Kommentar: Existenznot
■ Warum sich der Standort Hamburg nicht so prächtig erholt, wie die SPD meint
Die Trauergäste schicken fröhliche Aufmunterungen: Sicher, ein Unternehmen stirbt – dazu im sozial gebeutelten Steilshoop. Wer fühlte sich da nicht betroffen? Aber vielleicht findet man ja einen patenten Konkursverwalter.
Aufmunterndes Schulterklopfen und bedauerndes Schulterzucken, wo Wut hochkochen müßte wie heiße Milch: 540 SchlosserInnen, MechanikerInnen und MonteurInnen wurden wochenlang hingehalten mit dem Versprechen: „Bald werdet Ihr verkauft“– oder von Hamburgs Wirtschaftssenator Erhard Rittershaus geschultert.

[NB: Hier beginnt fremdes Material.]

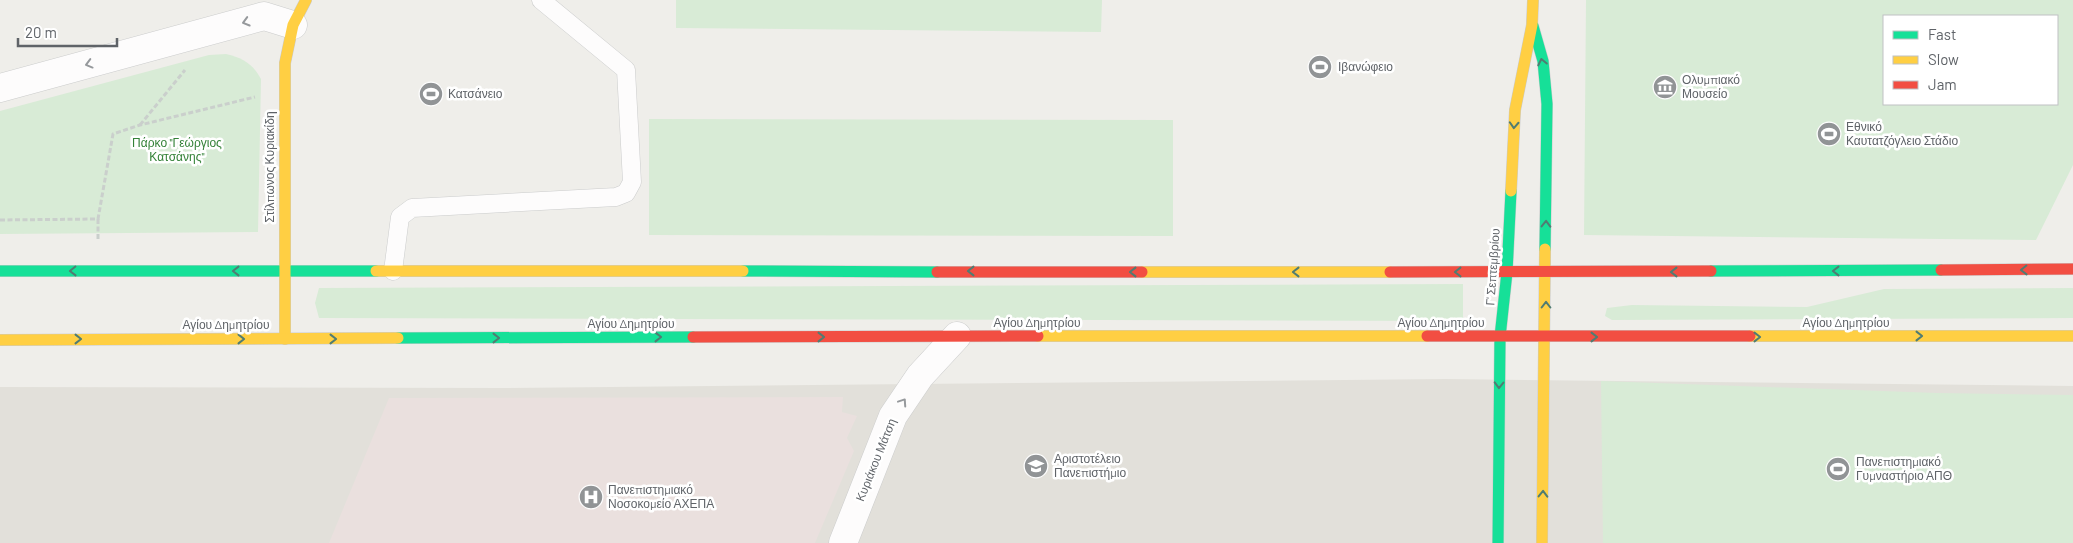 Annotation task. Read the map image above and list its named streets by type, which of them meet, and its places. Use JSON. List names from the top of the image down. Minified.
{"streets":{"main road":["Στίλπωνος Κυριακίδη","Γ' Σεπτεμβρίου","Αγίου Δημητρίου"],"street":["Κυριάκου Μάτση"]},"crossings":[["Στίλπωνος Κυριακίδη","Αγίου Δημητρίου"],["Γ' Σεπτεμβρίου","Αγίου Δημητρίου"],["Αγίου Δημητρίου","Κυριάκου Μάτση"]],"one_way":["Κυριάκου Μάτση"],"parks":["Πάρκο \"Γεώργιος Κατσάνης\""],"places":{"sports":["Ιβανώφειο","Κατσάνειο","Εθνικό Καυτατζόγλειο Στάδιο","Πανεπιστημιακό Γυμναστήριο ΑΠΘ"],"museum":["Ολυμπιακό Μουσείο"],"school or university":["Αριστοτέλειο Πανεπιστήμιο"],"hospital":["Πανεπιστημιακό Νοσοκομείο ΑΧΕΠΑ"]},"legend":["Fast","Slow","Jam"],"scale_bar":"20 m"}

Statt zu toben, bleiben Hamburgs PolitikerInnen jedoch still. Wenn Ortmann+Herbst heute Konkurs anmeldet, wird nicht mehr als leises Bedauern zu hören sein. Denn der Wirtschaftsstandort Hamburg erholt sich prächtig. Das hat zumindest der künftige Bürgermeister Ortwin Runde jüngst verkündet. SPD und GAL wollen „Existenzgründungen und Innovationen“rot-grün fördern. Sollen 540 KunststoffschlosserInnen und FeinmechanikerInnen nun also ihre eigene Existenz gründen?
Wenn Hamburgs PolitikerInnen den wirtschaftlichen Aufschwung bejubeln, sind DreherInnen oder Schlosser nicht gemeint. Viele der 540 Ortmann+ Herbst-MitarbeiterInnen werden sich schwertun, eine neue Stelle zu finden. Aber in der Großindustrie werden eben Arbeitsplätze wegfallen – das gibt selbst Ortwin Runde zu. „Auffangen können wir nur im Dienstleistungssektor.“
Feinmechanikerinnen zu Zimmermädchen? Wohl kaum.